▶ [Exercise objective]: Lines where the string "rows" appears are to be copied from the entries below.

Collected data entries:
+ + +

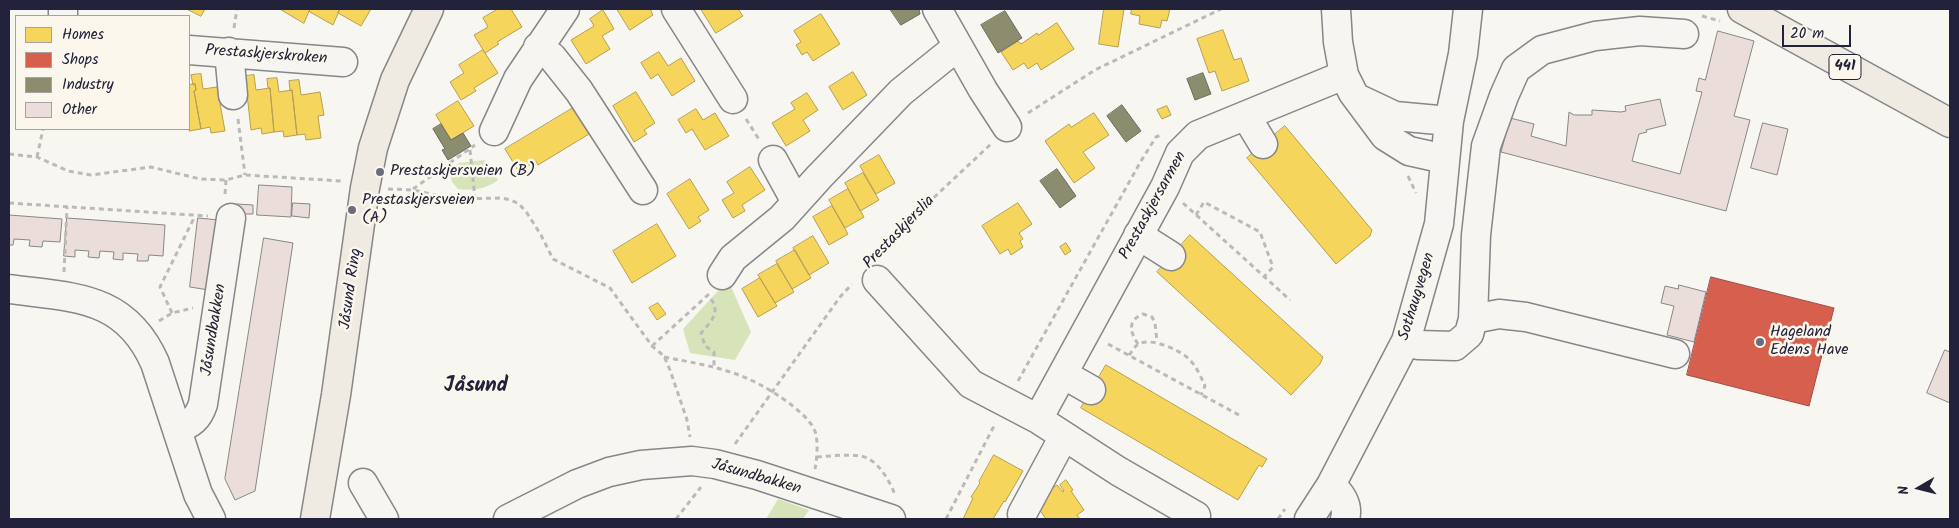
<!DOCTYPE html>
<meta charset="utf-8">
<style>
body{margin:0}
#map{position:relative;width:1959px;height:528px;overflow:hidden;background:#f8f6f0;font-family:Kalam,sans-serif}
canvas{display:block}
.frame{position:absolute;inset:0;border:10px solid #22223b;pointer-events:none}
.legend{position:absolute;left:15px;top:15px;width:175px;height:115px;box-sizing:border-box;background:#fbf7ec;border:1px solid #a4a2a5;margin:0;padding:6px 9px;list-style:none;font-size:15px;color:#22223b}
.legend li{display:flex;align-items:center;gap:10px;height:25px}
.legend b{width:25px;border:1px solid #a4a2a5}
.north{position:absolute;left:1894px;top:463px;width:50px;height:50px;-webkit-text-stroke:4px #fbf7ec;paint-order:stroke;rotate:262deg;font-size:14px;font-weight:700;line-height:20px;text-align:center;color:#22223b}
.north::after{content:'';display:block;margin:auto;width:18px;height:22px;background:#22223b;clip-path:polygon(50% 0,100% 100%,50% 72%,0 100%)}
.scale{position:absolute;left:1782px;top:25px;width:69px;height:22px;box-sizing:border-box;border:2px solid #22223b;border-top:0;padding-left:6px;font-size:15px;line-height:18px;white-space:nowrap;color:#22223b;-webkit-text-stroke:4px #fbf7ec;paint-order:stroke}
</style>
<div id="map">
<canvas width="1959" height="528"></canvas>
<div class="frame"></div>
<ul class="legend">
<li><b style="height:14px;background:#f6d55c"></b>Homes</li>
<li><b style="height:14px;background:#d6604d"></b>Shops</li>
<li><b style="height:14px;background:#8c8c6e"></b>Industry</li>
<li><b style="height:14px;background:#ebdeda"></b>Other</li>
</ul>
<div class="north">N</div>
<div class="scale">20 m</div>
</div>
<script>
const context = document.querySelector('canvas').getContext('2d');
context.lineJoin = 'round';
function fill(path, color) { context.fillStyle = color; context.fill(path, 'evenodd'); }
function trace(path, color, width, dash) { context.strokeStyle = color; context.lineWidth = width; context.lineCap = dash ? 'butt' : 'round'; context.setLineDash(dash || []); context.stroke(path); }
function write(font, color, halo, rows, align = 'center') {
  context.font = font + ' Kalam,sans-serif'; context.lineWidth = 5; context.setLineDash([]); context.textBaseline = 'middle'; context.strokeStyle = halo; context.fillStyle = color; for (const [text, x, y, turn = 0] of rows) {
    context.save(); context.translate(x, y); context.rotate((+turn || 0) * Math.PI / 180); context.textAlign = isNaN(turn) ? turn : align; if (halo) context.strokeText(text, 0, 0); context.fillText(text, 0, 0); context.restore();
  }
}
const green = new Path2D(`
 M484,160L498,180C486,189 473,191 458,189L452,182L449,169L459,163Z
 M728,280L751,332L735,360L690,353L683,329Z
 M778,499L809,510L803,519H766Z`);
const homes = new Path2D(`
 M187,9H205L201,16Z
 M280,9H310L304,23Z
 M310,9H340L333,25L310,12Z
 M340,9H371L361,26L338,13Z
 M498,9H511L522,27L497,42L499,44L485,53L474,35L488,27L483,18Z
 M617,9H650L653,15L630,30Z
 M701,9H738L743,16L716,33Z
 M1104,9H1124L1118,47L1099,44Z
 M1132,9H1170L1167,21L1162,20L1160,28L1139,24L1140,16L1131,14Z
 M603,10L614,29L602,36L610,49L586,64L571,40L594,26L590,19Z
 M821,14L840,44L813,61L807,52L802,55L796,45L801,42L794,31Z
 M1057,23L1074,49L1041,70L1037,63L1028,69L1024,63L1013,70L1001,52L1018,41L1021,44L1037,33L1038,35Z
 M1223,30L1234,60L1241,58L1249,81L1222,91L1215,71L1209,73L1197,39Z
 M483,50L498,73L474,88L476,91L461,100L450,82L464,73L459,65Z
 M659,52L668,66L681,58L695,81L672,96L658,74L651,79L641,63Z
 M853,72L867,95L843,110L829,87Z
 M201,74L203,89L217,87L225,131L211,133L210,127L201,129L194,91L196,90L195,84L193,85L191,75Z
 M254,75L256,90L270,88L274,132L262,134L261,128L251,130L245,76Z
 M277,78L279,92L292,90L297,135L284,137L283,131L274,132L270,88H268L267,79Z
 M299,80L301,95L320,92L324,115L318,116L321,138L306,140L305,134L297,135L292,90H290L289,81Z
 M195,84L196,90L194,91L201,129L189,131V85Z
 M636,92L655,123L644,130L647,134L634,142L613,106Z
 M807,93L818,110L803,120L810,131L786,146L772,123L795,109L791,103Z
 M458,101L474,126L451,140L436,115Z
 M1167,106L1171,115L1162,119L1157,110Z
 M573,108L589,134L538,165L536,161L519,172L505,149Z
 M696,109L703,120L715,113L729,136L705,150L692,129L686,133L678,120Z
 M1094,113L1109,135L1083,152L1095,168L1074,183L1045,141L1069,124L1071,127Z
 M1285,126L1372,230L1370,236L1336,264L1247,158Z
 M879,155L895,183L876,194L860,166Z
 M750,167L765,190L742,205L745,211L733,218L722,200L734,193L727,182Z
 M863,173L879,200L860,211L845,183Z
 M690,179L709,210L698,217L701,221L689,229L667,194Z
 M848,189L864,217L845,228L829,200Z
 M1018,203L1032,224L1019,233L1023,239L1020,241L1023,247L1011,255L1008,249L1000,254L982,226Z
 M832,206L848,234L829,245L813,217Z
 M657,224L676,256L632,283L613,251Z
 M1190,235L1323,357L1320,364L1291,395L1157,272Z
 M813,236L829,263L809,275L793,248Z
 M1066,243L1071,251L1065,255L1060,247Z
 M795,250L811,278L792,289L776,261Z
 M777,264L794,292L775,303L758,275Z
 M760,278L777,306L758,317L742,289Z
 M658,303L666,314L657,320L649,308Z
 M1106,365L1267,459L1262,467L1259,465L1238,500L1081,408Z
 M994,455L1023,471L1005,502L1004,501L993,519H963L973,498L971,497L980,483L979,482Z
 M1066,480L1073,490L1071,491L1084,510L1077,515L1080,519H1046L1039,509L1045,504L1040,497L1057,485L1063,492L1064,491L1060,485Z`);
const shops = new Path2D(`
 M1711,277L1834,308L1809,406L1687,375Z`);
const industry = new Path2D(`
 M890,9H919L920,14L901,25Z
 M1005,11L1022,38L998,53L981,25Z
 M1203,73L1211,94L1195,100L1187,79Z
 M1122,105L1141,131L1126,142L1107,116Z
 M441,124L451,140L463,133L471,146L448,160L442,150L445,149L433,129Z
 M1057,169L1076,196L1060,208L1040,181Z`);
const building = new Path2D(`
 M1718,31L1754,41L1734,116L1750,120L1726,211L1501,152L1510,118L1534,124L1531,136L1566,146L1569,112L1574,115H1592V110L1621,112L1626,111L1625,106L1660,99L1666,125L1646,130L1647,132L1639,134L1632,161L1680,174L1702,92L1696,91L1699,78L1705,80Z
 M1763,123L1788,129L1777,175L1751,168Z
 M259,185L292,187L291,217L257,215Z
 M293,203L310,204L309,218L292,216Z
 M237,204L253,205V214H236Z
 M9,215L62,219L60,242L43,241L42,247L29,246L30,240L14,239L13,245H9Z
 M67,218L165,225L163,256L149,255L148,261H137L138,254L123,253V260L113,259L114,252L100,251L99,258L88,257L89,251L75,250V257L64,256Z
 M198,218L219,220L209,290L190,287Z
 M264,238L293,243L255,491L235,500L225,479Z
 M1679,285L1706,292L1694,342L1667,335L1674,306L1661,303L1665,286L1678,289Z
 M1945,350L1950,352V403L1927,393Z`);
const path = new Path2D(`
 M1702,16L1720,21
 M234,28L237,9
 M1028,113L1095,70L1221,9
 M238,119L245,175
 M746,119L760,141
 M470,150L475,199
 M9,154L37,157L68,171L91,175L151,167L200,179L226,180L245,175L341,181
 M37,157L43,129
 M1408,176L1416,193
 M388,189L413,190L453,199L501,198L511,200L519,204L527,213L541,235L553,259L610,288L652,346L664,356L670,370L687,420L690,437
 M413,189L475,145
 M225,194L226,180
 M9,203L208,216
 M1183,203L1290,300
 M1196,215L1204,202L1260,232L1273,267L1264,277
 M877,255L897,232L991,144
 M64,272L67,207
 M711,299C721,313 710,323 701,333L705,346L714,352V366
 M172,313L160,287L195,216
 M159,321L172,313L193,308
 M1108,344L1239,415
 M1138,344C1129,331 1128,320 1143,314L1152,317L1155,323L1157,342
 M652,346L709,294
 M1129,355C1132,352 1135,345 1139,344C1151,337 1180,350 1189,359C1197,367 1201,377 1205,386L1201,395
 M664,357C716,367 745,371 789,403C799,411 812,421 816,434C818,445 817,458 815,469
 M1018,381L1141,161L1156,137L1161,135
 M735,444L840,297L852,284
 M817,457C831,456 847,454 860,456C877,458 890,481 895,495
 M676,519L701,487
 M946,519L995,424
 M1278,519L1285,509`);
const minor = new Path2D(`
 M676,9L733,99
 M937,9L983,90L1007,127
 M1336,9L1338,42L1344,75L1353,93L1385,136L1409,151L1445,159
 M63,16V9
 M538,47L552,57L579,91L643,190
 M189,50L343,62
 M229,52L233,95
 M1361,100L1395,116L1449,121
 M1246,116L1263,144
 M494,131L518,79L565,9
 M773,160L796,202
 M1138,235L1171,256
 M722,275L733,258L782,218L819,177L901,92L958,46
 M877,280L971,384L1038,419L1118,471L1196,516
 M9,289C74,298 125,295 155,363L198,494L211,519
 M1473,319L1476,235L1486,146L1504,96L1516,69L1542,50L1595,36L1640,31L1684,34
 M1406,341L1418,345L1455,346L1469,334L1473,319L1499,314L1526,317L1675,354
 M1063,374L1091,390
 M1038,419L1165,187L1180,153L1198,135L1344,75
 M177,429C191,424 198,419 203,404L231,218
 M363,483L384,519
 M1331,485C1341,494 1349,505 1345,519
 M1022,514L1064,436
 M508,519L577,484L609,472L641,465L692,461L715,464L757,475L891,519
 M1309,519L1331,485L1406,341L1439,224L1449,121L1463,54L1468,9`);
const major = new Path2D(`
 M1742,9L1950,123
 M315,519L336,395L365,188L373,148L395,80L429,9`);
const markers = [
 [380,172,5,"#6d6c7a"],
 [352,210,5,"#6d6c7a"],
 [1760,342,5,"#6d6c7a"]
];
const shields = [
 [1845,67,32]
];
const shieldNames = [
 ["441",1845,67]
];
const streetNames = [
 ["Prestaskjerskroken",266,56,4],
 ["Prestaskjersarmen",1154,206,-61],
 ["Prestaskjerslia",900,233,-46],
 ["Jåsund Ring",352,289,-82],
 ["Sothaugvegen",1418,297,-73],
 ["Jåsundbakken",215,330,-81],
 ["Jåsundbakken",756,478,16]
];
const poiNames = [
 ["Prestaskjersveien (B)",390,172],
 ["Prestaskjersveien",362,201],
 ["(A)",362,219],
 ["Hageland",1770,333],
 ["Edens Have",1770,351]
];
const districtNames = [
 ["Jåsund",476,387]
];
fill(green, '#d7e4ba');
fill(homes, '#f6d55c');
trace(homes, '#b69f52', 1);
fill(shops, '#d6604d');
trace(shops, '#a04d48', 1);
fill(industry, '#8c8c6e');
trace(industry, '#6c6c5f', 1);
fill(building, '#ebdeda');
trace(building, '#878688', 1);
trace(minor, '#878688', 31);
trace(major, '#878688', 31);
trace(path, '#bcbab9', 3, [5, 4]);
trace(minor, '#f6f5f1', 28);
trace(major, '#f0ebe2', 28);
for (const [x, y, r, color] of markers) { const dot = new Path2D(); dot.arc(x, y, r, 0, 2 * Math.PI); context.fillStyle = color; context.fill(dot); trace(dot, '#fbf7ec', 2); }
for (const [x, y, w] of shields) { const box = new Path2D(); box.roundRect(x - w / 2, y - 12.5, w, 25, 4); context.fillStyle = '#fbf7ec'; context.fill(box); trace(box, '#22223b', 1); }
write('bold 15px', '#22223b', null, shieldNames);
write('16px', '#22223b', '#fbf7ec', streetNames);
write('16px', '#22223b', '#fbf7ec', poiNames, 'left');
write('bold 21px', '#22223b', '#fbf7ec', districtNames);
</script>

+ + +

▶ [Your solution]:
function write(font, color, halo, rows, align = 'center') {
  context.font = font + ' Kalam,sans-serif'; context.lineWidth = 5; context.setLineDash([]); context.textBaseline = 'middle'; context.strokeStyle = halo; context.fillStyle = color; for (const [text, x, y, turn = 0] of rows) {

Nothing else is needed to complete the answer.